I have given Powell time. Throughout a pretty painful 2011 season, where we won just three of our home games (and won just two matches after March 11), we consoled ourselves with the fact that Powell was dealing with the weakest London squad since the infamous “Great Escape” season of 2004 under Tony Rea. We told ourselves “well, at least we’re shot of Brian McDermott”. We gave Powell the benefit of the doubt that, the following season, with a better team at his disposal, we would see the improvement.
How wrong we were. Not only has Powell proved utterly deficient in guiding this group of players, but McDermott gave us a look at exactly what we’d let leave by winning the Grand Final with Leeds. One gets the sense Mac, for all his faults, would get a damn sight more out of this team than Powell ever will.

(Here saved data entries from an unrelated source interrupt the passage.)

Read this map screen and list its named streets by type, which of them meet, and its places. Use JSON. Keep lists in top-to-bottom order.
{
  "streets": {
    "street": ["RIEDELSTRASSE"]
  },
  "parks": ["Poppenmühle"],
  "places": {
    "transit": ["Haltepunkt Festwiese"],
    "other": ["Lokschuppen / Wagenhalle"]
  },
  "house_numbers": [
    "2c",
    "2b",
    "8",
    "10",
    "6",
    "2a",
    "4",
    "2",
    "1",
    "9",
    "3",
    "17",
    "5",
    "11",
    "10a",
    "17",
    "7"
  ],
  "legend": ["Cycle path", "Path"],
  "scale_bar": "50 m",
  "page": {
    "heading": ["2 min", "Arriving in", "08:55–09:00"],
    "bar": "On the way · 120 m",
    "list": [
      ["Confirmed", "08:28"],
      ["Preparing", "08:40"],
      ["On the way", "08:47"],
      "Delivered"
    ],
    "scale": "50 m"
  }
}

A third of the way through the season, the problems are many and varied. The team simply cannot defend, particularly out wide; The halfback combination isn’t working; With ball in hand, we are repetitive and predictable (we don’t seem to be capable of employing dummy runners); we suffer devastating lapses in concentration which opponents ruthlessly exploit – conceding four tries in ten minutes to the Dragons a perfect illustration; Players like Luke Dorn seem to have lost all their skill and composure, and their confidence looks shot as a result.

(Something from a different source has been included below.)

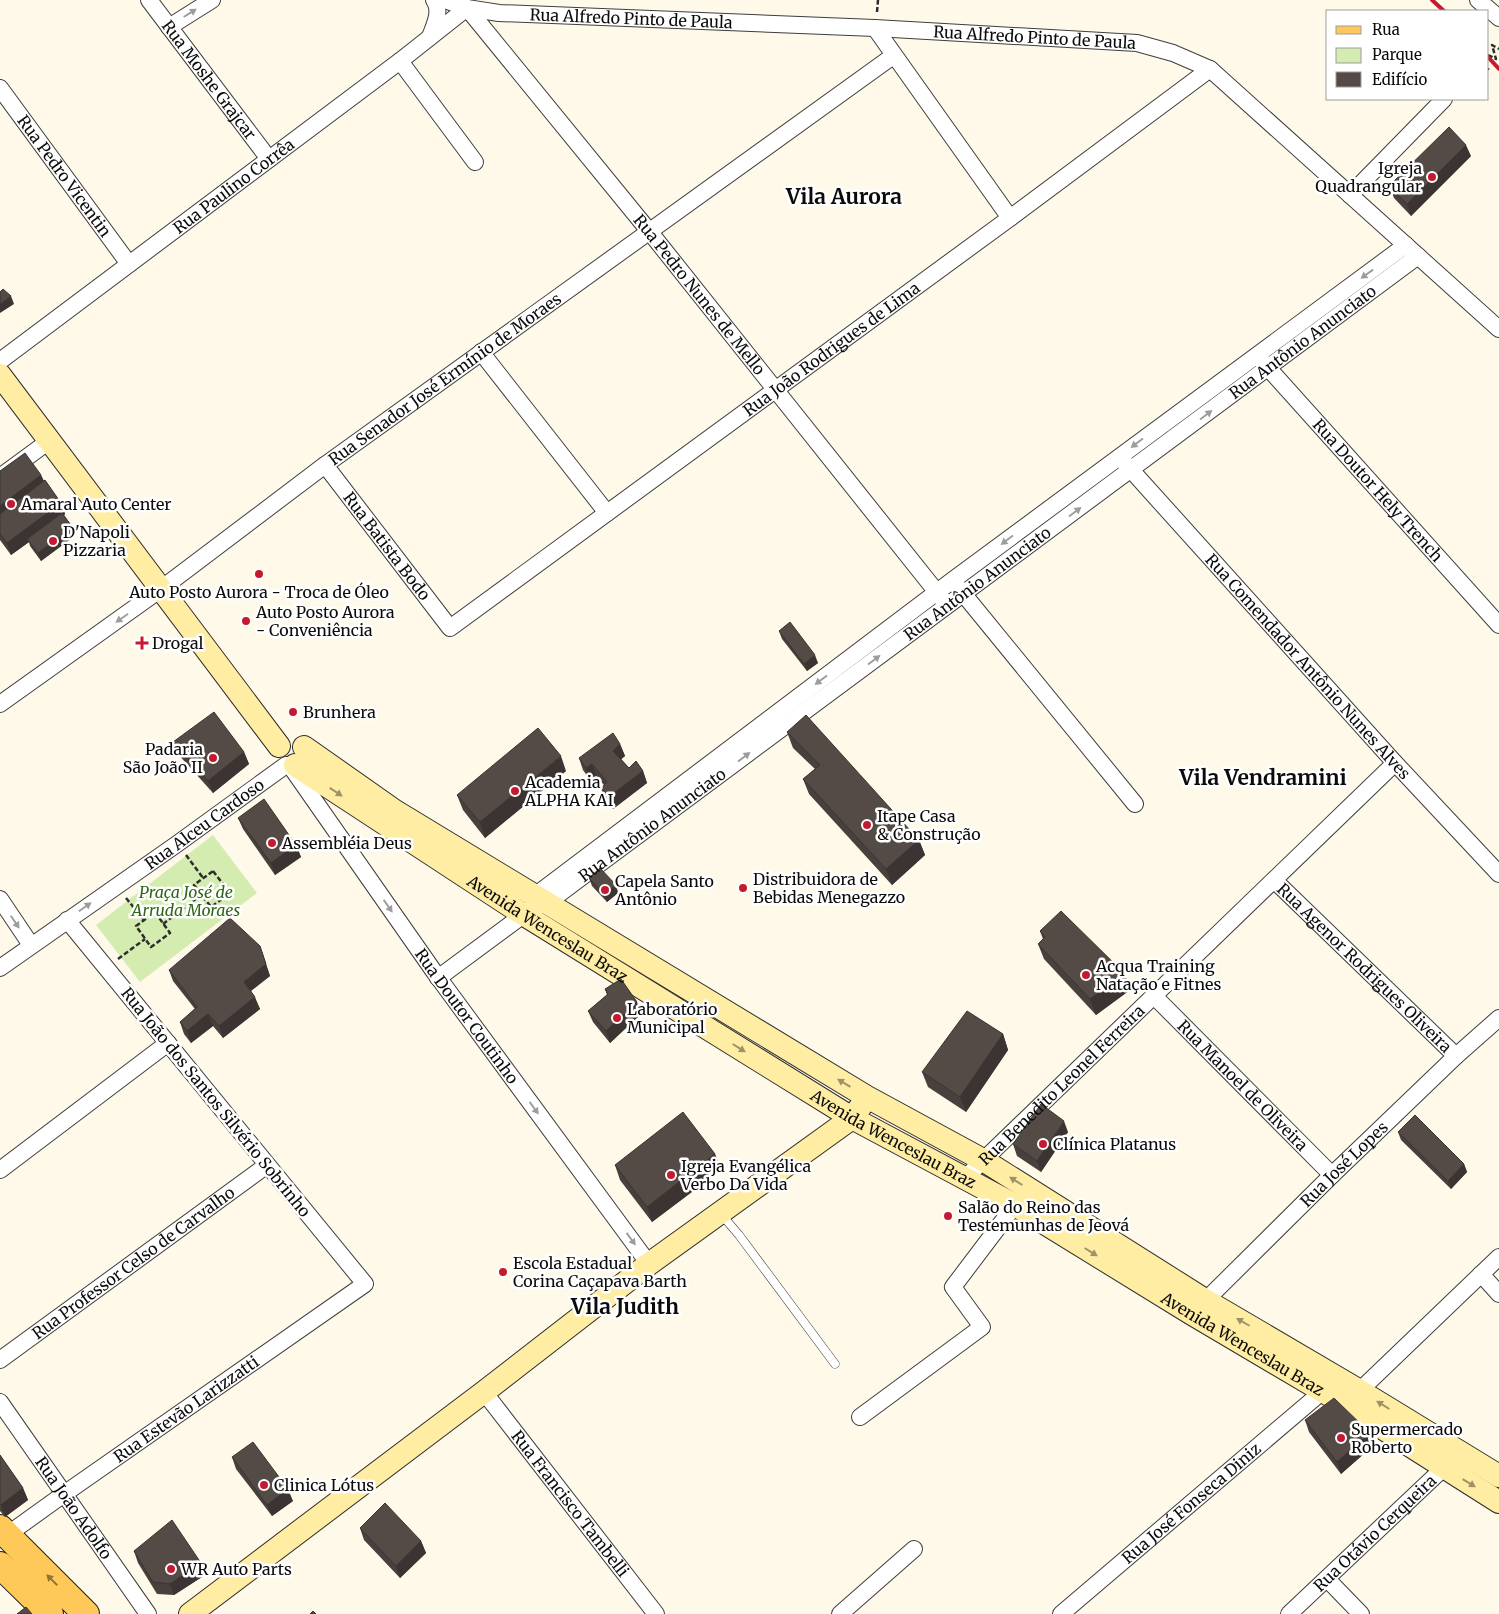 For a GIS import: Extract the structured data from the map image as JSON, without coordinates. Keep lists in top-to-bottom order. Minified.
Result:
{"streets":{"main road":["Avenida Wenceslau Braz","Rua Doutor Coutinho"],"street":["Rua Alfredo Pinto de Paula","Rua Moshe Grajcar","Rua Pedro Vicentin","Rua Paulino Corrêa","Rua Pedro Nunes de Mello","Rua Antônio Anunciato","Rua João Rodrigues de Lima","Rua Senador José Ermínio de Moraes","Rua Doutor Hely Trench","Rua Batista Bodo","Rua Comendador Antônio Nunes Alves","Rua Alceu Cardoso","Rua Agenor Rodrigues Oliveira","Rua Benedito Leonel Ferreira","Rua Manoel de Oliveira","Rua João dos Santos Silvério Sobrinho","Rua José Lopes","Rua Professor Celso de Carvalho","Rua Estevão Larizzatti","Rua Francisco Tambelli","Rua José Fonseca Diniz","Rua João Adolfo","Rua Otávio Cerqueira"]},"crossings":[["Rua Alfredo Pinto de Paula","Rua Paulino Corrêa"],["Rua Alfredo Pinto de Paula","Rua Pedro Nunes de Mello"],["Rua Alfredo Pinto de Paula","Rua Antônio Anunciato"],["Rua Alfredo Pinto de Paula","Rua João Rodrigues de Lima"],["Rua Moshe Grajcar","Rua Paulino Corrêa"],["Rua Pedro Vicentin","Rua Paulino Corrêa"],["Rua Paulino Corrêa","Rua Pedro Nunes de Mello"],["Rua Pedro Nunes de Mello","Rua Antônio Anunciato"],["Rua Pedro Nunes de Mello","Rua João Rodrigues de Lima"],["Rua Pedro Nunes de Mello","Rua Senador José Ermínio de Moraes"],["Rua Antônio Anunciato","Rua Doutor Hely Trench"],["Rua Antônio Anunciato","Rua Comendador Antônio Nunes Alves"],["Rua Antônio Anunciato","Avenida Wenceslau Braz"],["Rua Antônio Anunciato","Rua Doutor Coutinho"],["Rua João Rodrigues de Lima","Rua Batista Bodo"],["Rua Senador José Ermínio de Moraes","Rua Batista Bodo"],["Rua Senador José Ermínio de Moraes","Rua Doutor Coutinho"],["Rua Comendador Antônio Nunes Alves","Rua Benedito Leonel Ferreira"],["Rua Alceu Cardoso","Avenida Wenceslau Braz"],["Rua Alceu Cardoso","Rua Doutor Coutinho"],["Rua Alceu Cardoso","Rua João dos Santos Silvério Sobrinho"],["Avenida Wenceslau Braz","Rua Doutor Coutinho"],["Avenida Wenceslau Braz","Rua Benedito Leonel Ferreira"],["Avenida Wenceslau Braz","Rua José Lopes"],["Avenida Wenceslau Braz","Rua José Fonseca Diniz"],["Avenida Wenceslau Braz","Rua Otávio Cerqueira"],["Rua Agenor Rodrigues Oliveira","Rua Benedito Leonel Ferreira"],["Rua Agenor Rodrigues Oliveira","Rua José Lopes"],["Rua Benedito Leonel Ferreira","Rua Manoel de Oliveira"],["Rua Manoel de Oliveira","Rua José Lopes"],["Rua João dos Santos Silvério Sobrinho","Rua Professor Celso de Carvalho"],["Rua João dos Santos Silvério Sobrinho","Rua Estevão Larizzatti"],["Rua Estevão Larizzatti","Rua João Adolfo"]],"one_way":["Rua Doutor Coutinho"],"districts":["Vila Aurora","Vila Vendramini","Vila Judith"],"parks":["Praça José de Arruda Moraes"],"places":{"other":["Igreja Quadrangular","Amaral Auto Center","D'Napoli Pizzaria","Auto Posto Aurora - Troca de Óleo","Auto Posto Aurora - Conveniência","Brunhera","Padaria São João II","Academia ALPHA KAI","Itape Casa & Construção","Assembléia Deus","Distribuidora de Bebidas Menegazzo","Capela Santo Antônio","Acqua Training Natação e Fitnes","Laboratório Municipal","Clínica Platanus","Igreja Evangélica Verbo Da Vida","Salão do Reino das Testemunhas de Jeová","Escola Estadual Corina Caçapava Barth","Supermercado Roberto","Clinica Lótus","WR Auto Parts"],"health":["Drogal"]},"legend":["Rua","Parque","Edifício"]}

Our problems off the pitch are well documented, and I don’t wish to address them here. But what I will say is this: One of the main reasons our crowds are terrible is because our performances are, so often, terrible. You can have the greatest marketing guru in the world ensconced in TW2, but they would not get very far if the product is awful. Beyond a hardcore of around 1100 season ticket holders, we are unable to attract or retain supporters because the team is hopeless and as a result, the matchday experience is flat and uninspiring.
Catastrophic away defeats to Salford and Widnes have been the nadir of the 2012 season, but if Powell is allowed to continue I cannot say we will not sink further. He has shown himself to be completely unable to extract even a modicum of consistency and competence from a group of players that, on paper, mix excitement, nous, youth and experience. More worrying is the message that the club is sending by retaining the services of this man: That this is a club that tolerates complete incompetence, that rewards failure, that accepts mediocrity.
I want to stress it is nothing personal; Powell is a nice bloke I’m sure, and has done good things for London Rugby League with South London Storm. But it is clear as day that, as a man who never played the game professionally and is younger than a significant number of our players, he is utterly out of his depth. There are better coaches available (Royce Simmons immediately springs to mind) and they must be utilised.
The club is making losses, we have no media profile, no sponsors, and we have not made the play-offs since 2005. Our future, and our licensing prospects, are hanging by a thread. This state of affairs cannot be allowed to continue. Powell must go, and a coach must be brought in who can inspire this talented group of players to achieve better, win more matches and make this club one that people actually want to go and watch. When gnarled old veterans of the London rugby league following are saying that they cannot remember a London club playing so poorly, that is not simple bluster. That is an indication of the beginning of the end.
David Hughes, Gus Mackay – please act now. There is no time to lose.